Pliva d.o.o. is a pharmaceutical company based in Zagreb, Croatia that primarily manufactures and sells generic drugs. It is a subsidiary of Teva Pharmaceuticals.

Pliva is one of the world's largest producers of generic Adderall.

==History==
In 1918 Gustav Janeček founded the wholesale drug company Isis (today Medika). In 1921 he co-founded the pharmaceutical factory Kaštel d.d. in Karlovac as a joint venture with Isis and Budapest-based Chinoin, and served as the company's first president of the board. The company kept its name after moving production to Zagreb in 1927. It was only in 1941 that it was renamed PLIVA as an acronym for the State Institute for Production of Medicines and Vaccines.

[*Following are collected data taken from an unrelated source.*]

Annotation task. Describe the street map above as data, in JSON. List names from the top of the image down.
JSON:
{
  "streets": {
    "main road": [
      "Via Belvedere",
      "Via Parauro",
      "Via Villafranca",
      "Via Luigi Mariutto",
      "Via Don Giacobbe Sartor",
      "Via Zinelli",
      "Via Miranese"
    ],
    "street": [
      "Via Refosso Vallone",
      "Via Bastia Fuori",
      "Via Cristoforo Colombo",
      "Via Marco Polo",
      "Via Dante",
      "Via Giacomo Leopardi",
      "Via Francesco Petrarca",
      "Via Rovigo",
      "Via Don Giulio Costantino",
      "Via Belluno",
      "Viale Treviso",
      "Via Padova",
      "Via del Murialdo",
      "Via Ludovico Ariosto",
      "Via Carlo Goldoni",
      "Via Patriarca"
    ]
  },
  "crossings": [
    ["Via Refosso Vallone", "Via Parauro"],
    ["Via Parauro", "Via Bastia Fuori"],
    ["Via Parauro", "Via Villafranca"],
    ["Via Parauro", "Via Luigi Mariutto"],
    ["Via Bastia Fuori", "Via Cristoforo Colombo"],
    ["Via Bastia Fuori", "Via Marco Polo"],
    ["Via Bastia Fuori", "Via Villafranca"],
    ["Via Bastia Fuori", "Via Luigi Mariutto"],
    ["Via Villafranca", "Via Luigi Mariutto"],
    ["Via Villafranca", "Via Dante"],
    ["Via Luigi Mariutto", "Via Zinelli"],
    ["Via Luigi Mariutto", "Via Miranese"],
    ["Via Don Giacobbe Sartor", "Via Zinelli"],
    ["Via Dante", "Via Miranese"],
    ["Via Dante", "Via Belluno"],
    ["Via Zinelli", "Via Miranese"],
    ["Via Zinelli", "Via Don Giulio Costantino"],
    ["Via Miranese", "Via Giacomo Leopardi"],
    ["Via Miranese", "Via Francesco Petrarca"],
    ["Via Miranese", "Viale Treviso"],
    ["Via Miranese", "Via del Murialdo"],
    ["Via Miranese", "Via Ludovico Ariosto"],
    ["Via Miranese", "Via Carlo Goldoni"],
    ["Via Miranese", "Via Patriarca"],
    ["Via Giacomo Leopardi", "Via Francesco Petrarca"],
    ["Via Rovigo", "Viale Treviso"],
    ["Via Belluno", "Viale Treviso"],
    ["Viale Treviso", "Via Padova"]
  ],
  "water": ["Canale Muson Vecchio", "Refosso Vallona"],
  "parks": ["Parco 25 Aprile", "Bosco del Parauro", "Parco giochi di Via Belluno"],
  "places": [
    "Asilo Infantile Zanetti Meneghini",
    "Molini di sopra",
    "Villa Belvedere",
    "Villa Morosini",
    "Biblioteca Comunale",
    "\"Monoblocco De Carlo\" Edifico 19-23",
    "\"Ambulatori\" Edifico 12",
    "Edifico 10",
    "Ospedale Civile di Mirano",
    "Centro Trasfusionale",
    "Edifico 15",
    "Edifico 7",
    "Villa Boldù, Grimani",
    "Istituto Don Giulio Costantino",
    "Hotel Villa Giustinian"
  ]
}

A team of Pliva's researchers, Gabrijela Kobrehel, Gorjana Radobolja-Lazarevski and Zrinka Tamburašev led by Dr. Slobodan Đokić, discovered azithromycin in 1980.

In June 2002, the company acquired Sidmak for $152.9 million.

Also in June 2002, Zeljko Peric, the chief financial officer of the company, resigned.

In May 2004, the company received approval from the Food and Drug Administration to sell trospium chloride.

In June 2005, the company received approval to sell a generic version of erythropoietin in Croatia.

In November 2005, the company received approval from the Food and Drug Administration to sell a generic version of Azithromycin, Citalopram, and Ondansetron.

In October 2006, Barr Pharmaceuticals acquired Pliva.

On December 23, 2008, Barr Pharmaceuticals was acquired by Teva Pharmaceuticals and the company became part of Teva Active Pharmaceutical Ingredients (TAPI).